Introduction - a discussion about any details that you think would help someone perform the experiment. This should include a discussion about the model or the method selected for performing the tests. If you use models (equations) in your analysis, list the models in this section and describe what each of the variables represent.
**Procedure - a detailed description of what you did in the lab. At the beginning of this section, place the date and the time that you began the experiment. This section must include a schematic, detailing how things were connected, where appropriate. The raw data must appear in this section immediately following the description about how the data was taken. A person must be able to read your procedure section and be able to duplicate your results without having the lab manual present. Do not do any calculations in this section, just record how you performed the experiments and record the raw data. If the data is taken by computer, you must specify the path and filename where the data is stored. This information must be listed in this section right after the description of how the data was taken. Do not simply list all of the files generated at the end of the section.

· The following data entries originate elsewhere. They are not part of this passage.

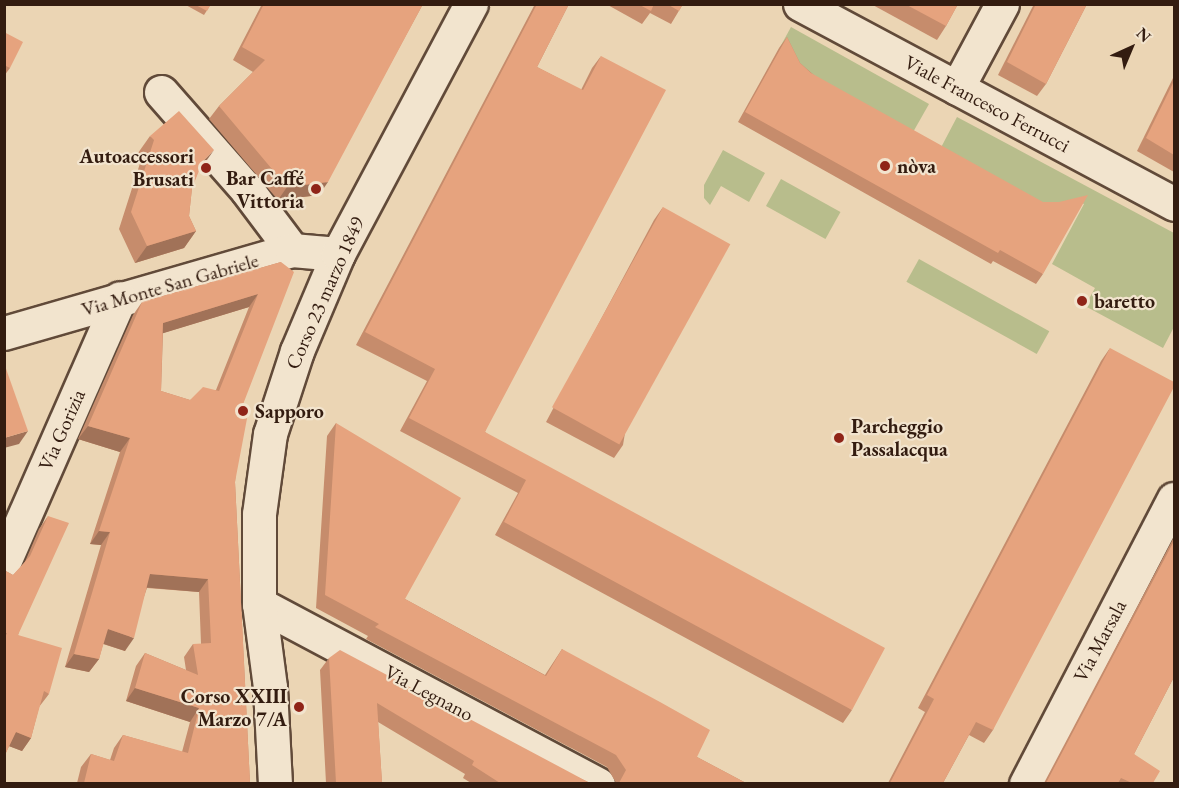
<!DOCTYPE html>
<meta charset="utf-8">
<style>
body{margin:0}
#map{position:relative;width:1179px;height:788px;overflow:hidden;background:#ebd5b4;font-family:"EB Garamond",serif}
div>[style]{position:absolute}
.green>*{inset:0;background:#b8bd8c;transform-origin:0 0}
.roads{filter:drop-shadow(2px 0 #614a39) drop-shadow(-2px 0 #614a39) drop-shadow(0 2px #614a39) drop-shadow(0 -2px #614a39)}
.minor>*{height:33px;margin:-16.5px;padding:0 16.5px;transform-origin:16.5px;border-radius:16.5px;background:#f2e4ce}
.wall>*{inset:0;background:#c68c6c}
.shaded-wall>*{inset:0;background:#a17258}
.building>*{inset:0;background:#e6a37e;transform-origin:0 0}
.dots>*{width:16px;height:16px;translate:-50% -50%;box-sizing:border-box;border:3px solid #f2e4ce;border-radius:50%}
span{translate:-50% -50%;white-space:nowrap;text-align:center;line-height:1.15;-webkit-text-stroke:4.5px #f2e4ce;paint-order:stroke}
.street-label{font-size:20px;color:#331c10}
.poi-label{font-size:20px;color:#331c10;font-weight:700}
.right{translate:-100% -50%;text-align:right}
.left{translate:0 -50%;text-align:left}
.frame{position:absolute;inset:0;border:6px solid #331c10;pointer-events:none}
.north{position:absolute;left:1101px;top:18px;width:60px;height:60px;-webkit-text-stroke:4px #f2e4ce;paint-order:stroke;rotate:44deg;font-size:16px;font-weight:700;line-height:24px;text-align:center;color:#331c10}
.north::after{content:'';display:block;margin:auto;width:21px;height:27px;background:#331c10;clip-path:polygon(50% 0,100% 100%,50% 72%,0 100%)}
</style>
<div id="map">
<div class="green">
<i style="clip-path:polygon(791px 27px,929px 104px,908px 141px,804px 83px,779px 49px)"></i>
<i style="clip-path:polygon(957px 117px,1174px 233px,1174px 327px,1163px 348px,1085px 306px,1095px 288px,1052px 264px,1084px 204px,1079px 202px,1052px 213px,936px 157px)"></i>
<i style="clip-path:polygon(723px 150px,765px 173px,749px 202px,721px 186px,710px 205px,704px 198px,704px 185px)"></i>
<i style="left:781px;top:179px;width:68px;height:31px;rotate:29deg"></i>
<i style="left:919px;top:259px;width:149px;height:26px;rotate:29deg"></i>
</div>
<div class="roads">
<div class="minor">
<i style="left:800px;top:4px;width:424px;rotate:28.1deg"></i>
<i style="left:957px;top:88px;width:95px;rotate:-61.8deg"></i>
<i style="left:161px;top:92px;width:130px;rotate:48.7deg"></i>
<i style="left:247px;top:190px;width:75px;rotate:53.1deg"></i>
<i style="left:4px;top:333px;width:300px;rotate:-16.1deg"></i>
<i style="left:292px;top:250px;width:46px;rotate:5deg"></i>
<i style="left:4px;top:562px;width:288px;rotate:-66.3deg"></i>
<i style="left:259px;top:604px;width:384px;rotate:28deg"></i>
<i style="left:275px;top:784px;width:97px;rotate:-93deg"></i>
<i style="left:270px;top:687px;width:84px;rotate:-97.5deg"></i>
<i style="left:259px;top:604px;width:90px;rotate:-90deg"></i>
<i style="left:259px;top:514px;width:81px;rotate:-82.2deg"></i>
<i style="left:270px;top:434px;width:87px;rotate:-72deg"></i>
<i style="left:297px;top:351px;width:105px;rotate:-67.1deg"></i>
<i style="left:338px;top:254px;width:283px;rotate:-62deg"></i>
<i style="left:1026px;top:784px;width:321px;rotate:-62.6deg"></i>
</div>
</div>
<div class="wall">
<i style="clip-path:polygon(184px 4px,211px 4px,204px 15px)"></i>
<i style="clip-path:polygon(262px 4px,423px 4px,319px 195px,278px 200px,209px 119px,219px 106px,253px 72px,233px 60px)"></i>
<i style="clip-path:polygon(535px 4px,569px 4px,537px 67px,581px 90px,592px 68px,601px 56px,485px 432px,852px 710px,843px 723px,495px 535px,518px 493px,400px 431px,427px 381px,356px 345px)"></i>
<i style="clip-path:polygon(606px 4px,683px 4px,671px 24px,650px 13px,642px 24px)"></i>
<i style="clip-path:polygon(871px 4px,958px 4px,946px 26px,937px 40px)"></i>
<i style="clip-path:polygon(1034px 4px,1087px 4px,1046px 84px,1037px 96px,998px 75px)"></i>
<i style="clip-path:polygon(4px 32px,10px 68px,4px 76px)"></i>
<i style="clip-path:polygon(787px 37px,800px 63px,1043px 274px,1036px 284px,993px 261px,991px 264px,738px 122px,779px 48px)"></i>
<i style="clip-path:polygon(1174px 76px,1174px 172px,1137px 151px)"></i>
<i style="clip-path:polygon(150px 136px,202px 167px,199px 169px,192px 188px,189px 216px,196px 231px,184px 248px,135px 263px,119px 229px,142px 157px,138px 153px)"></i>
<i style="clip-path:polygon(663px 207px,623px 445px,614px 458px,546px 422px,654px 220px)"></i>
<i style="clip-path:polygon(evenodd,281px 262px,242px 407px,235px 482px,250px 783px,77px 783px,81px 767px,91px 754px,110px 760px,114px 748px,123px 735px,182px 752px,190px 722px,126px 701px,136px 666px,145px 653px,186px 670px,184px 657px,193px 644px,201px 644px,199px 592px,147px 588px,125px 651px,103px 644px,99px 659px,89px 672px,65px 667px,101px 545px,90px 544px,120px 452px,78px 439px,133px 315px,142px 302px,281px 262px,249px 307px,216px 390px,190px 400px,161px 391px,163px 333px,249px 307px)"></i>
<i style="clip-path:polygon(1110px 348px,993px 730px,984px 743px,969px 735px,943px 783px,888px 783px,925px 712px,918px 708px,1101px 361px)"></i>
<i style="clip-path:polygon(336px 423px,405px 599px,545px 675px,562px 649px,697px 757px,746px 783px,616px 783px,607px 767px,366px 639px,368px 636px,316px 608px,327px 436px)"></i>
<i style="clip-path:polygon(48px 516px,18px 635px,49px 694px,39px 707px,31px 738px,22px 751px,9px 746px,4px 757px,4px 570px,13px 575px,24px 564px,39px 529px)"></i>
<i style="clip-path:polygon(1174px 537px,1174px 677px,1134px 754px,1153px 783px,1044px 783px)"></i>
<i style="clip-path:polygon(329px 658px,590px 783px,471px 783px,463px 778px,465px 774px,378px 722px,382px 783px,326px 783px,320px 670px)"></i>
</div>
<div class="shaded-wall">
<i style="clip-path:polygon(214px 150px,202px 167px,191px 178px,203px 161px)"></i>
<i style="clip-path:polygon(328px 182px,319px 195px,278px 200px,287px 187px)"></i>
<i style="clip-path:polygon(196px 231px,184px 248px,135px 263px,147px 246px)"></i>
<i style="clip-path:polygon(258px 294px,249px 307px,154px 336px,163px 323px)"></i>
<i style="clip-path:polygon(88px 426px,130px 438px,120px 452px,78px 439px)"></i>
<i style="clip-path:polygon(28px 431px,19px 444px,4px 448px,4px 438px)"></i>
<i style="clip-path:polygon(99px 531px,110px 532px,101px 545px,90px 544px)"></i>
<i style="clip-path:polygon(150px 574px,208px 579px,199px 592px,141px 587px)"></i>
<i style="clip-path:polygon(108px 629px,134px 638px,125px 651px,98px 642px)"></i>
<i style="clip-path:polygon(74px 654px,99px 659px,89px 672px,65px 667px)"></i>
<i style="clip-path:polygon(135px 688px,199px 708px,190px 722px,126px 701px)"></i>
<i style="clip-path:polygon(16px 732px,31px 738px,22px 751px,6px 745px)"></i>
</div>
<div class="building">
<i style="clip-path:polygon(194px 4px,211px 4px,207px 11px)"></i>
<i style="clip-path:polygon(264px 4px,423px 4px,328px 182px,287px 187px,219px 106px,265px 60px,242px 47px)"></i>
<i style="clip-path:polygon(537px 4px,569px 4px,537px 67px,583px 90px,601px 56px,666px 90px,485px 432px,885px 648px,852px 710px,504px 522px,526px 480px,409px 418px,435px 369px,365px 332px)"></i>
<i style="clip-path:polygon(638px 4px,654px 4px,651px 11px)"></i>
<i style="clip-path:polygon(667px 4px,683px 4px,679px 11px)"></i>
<i style="clip-path:polygon(905px 4px,958px 4px,946px 26px)"></i>
<i style="clip-path:polygon(1036px 4px,1087px 4px,1046px 84px,1007px 62px)"></i>
<i style="clip-path:polygon(4px 32px,23px 42px,10px 68px,4px 65px)"></i>
<i style="clip-path:polygon(787px 37px,800px 63px,811px 73px,1043px 202px,1059px 202px,1088px 195px,1043px 274px,1000px 250px,998px 253px,745px 112px)"></i>
<i style="clip-path:polygon(1174px 81px,1174px 155px,1146px 138px)"></i>
<i style="clip-path:polygon(179px 111px,214px 150px,203px 161px,192px 188px,189px 216px,196px 231px,147px 246px,131px 212px,154px 140px,150px 136px)"></i>
<i style="left:663px;top:207px;width:77px;height:229px;rotate:29deg"></i>
<i style="clip-path:polygon(evenodd,281px 262px,294px 272px,242px 407px,249px 408px,235px 482px,250px 783px,84px 783px,91px 754px,114px 761px,123px 735px,188px 753px,199px 708px,135px 688px,145px 653px,198px 675px,193px 644px,211px 643px,208px 579px,150px 574px,134px 638px,108px 629px,99px 659px,74px 654px,110px 532px,99px 531px,130px 438px,88px 426px,142px 302px,281px 262px,258px 294px,219px 391px,203px 387px,190px 400px,161px 391px,163px 323px,258px 294px)"></i>
<i style="clip-path:polygon(1110px 348px,1174px 382px,1174px 387px,993px 730px,976px 722px,943px 783px,890px 783px,934px 699px,927px 695px)"></i>
<i style="clip-path:polygon(4px 363px,28px 431px,4px 438px)"></i>
<i style="clip-path:polygon(336px 423px,461px 498px,405px 599px,546px 676px,562px 649px,660px 702px,710px 730px,697px 757px,746px 783px,619px 783px,626px 770px,616px 755px,375px 627px,379px 624px,325px 595px)"></i>
<i style="clip-path:polygon(48px 516px,69px 523px,18px 635px,62px 648px,49px 694px,44px 691px,31px 738px,16px 732px,4px 757px,4px 639px,7px 633px,4px 633px,4px 570px,13px 575px,30px 556px)"></i>
<i style="clip-path:polygon(1174px 541px,1174px 677px,1134px 754px,1160px 771px,1153px 783px,1132px 783px,1121px 778px,1118px 783px,1046px 783px)"></i>
<i style="clip-path:polygon(340px 650px,590px 783px,500px 783px,472px 765px,474px 761px,377px 703px,382px 783px,336px 783px,329px 658px)"></i>
</div>
<div class="dots">
<i style="left:885px;top:166px;background:#8f2418"></i>
<i style="left:206px;top:168px;background:#8f2418"></i>
<i style="left:316px;top:189px;background:#8f2418"></i>
<i style="left:1082px;top:301px;background:#8f2418"></i>
<i style="left:243px;top:411px;background:#8f2418"></i>
<i style="left:839px;top:438px;background:#8f2418"></i>
<i style="left:299px;top:707px;background:#8f2418"></i>
</div>
<div class="street-label">
<span style="left:987px;top:104px;rotate:28deg">Viale Francesco Ferrucci</span>
<span style="left:170px;top:285px;rotate:-16deg">Via Monte San Gabriele</span>
<span style="left:325px;top:293px;rotate:-66deg">Corso 23 marzo 1849</span>
<span style="left:62px;top:430px;rotate:-66deg">Via Gorizia</span>
<span style="left:1100px;top:641px;rotate:-62deg">Via Marsala</span>
<span style="left:429px;top:693px;rotate:28deg">Via Legnano</span>
</div>
<div class="poi-label">
<span class="right" style="left:194px;top:168px">Autoaccessori<br>Brusati</span>
<span class="left" style="left:897px;top:166px">nòva</span>
<span class="right" style="left:304px;top:190px">Bar Caffé<br>Vittoria</span>
<span class="left" style="left:1094px;top:301px">baretto</span>
<span class="left" style="left:255px;top:411px">Sapporo</span>
<span class="left" style="left:851px;top:438px">Parcheggio<br>Passalacqua</span>
<span class="right" style="left:287px;top:708px">Corso XXIII<br>Marzo 7/A</span>
</div>
<div class="frame"></div>
<div class="north">N</div>
</div>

This section be signed by the instructor before you leave the lab. If you turn in a report without the signature, it will not be accepted!
Analysis - a sample of the calculations made in the lab. This section should include a sample of the error calculations and propagation of errors used in your analysis. The final data that you are analyzing to generate conclusions, the values with appropriate uncertainties, must be shown in this section. The actual calculations for each one does not have to be included, as long as you show an example for one, but you may include them all if you wish. The calculations may be done by the computer, but include printouts of the worksheet in your lab book. Any graphs or printouts that are placed in your notebook must occupy one whole page and be trimmed to fit within the page and not hang outside of the notebook.
*Conclusion - this section must have a conclusion that is based on your experiments and analysis. If your conclusions do not following logically from your analysis, your grade will be deducted significantly. This section must also contain a brief description of significant factors that you think affected your data, in particular, the uncertainties in your data (factors that contributed to the error in your experiment). A good thing to keep in mind is to think of this report as a report you are submitting as part of your job responsibilities. If you do not think your boss would accept what you have to say, it is a safe bet that I will not like it either.
The asterisks indicate the sections that I will pay closest attention to.
Modified May 02, 2013 by Galen C. Duree Jr.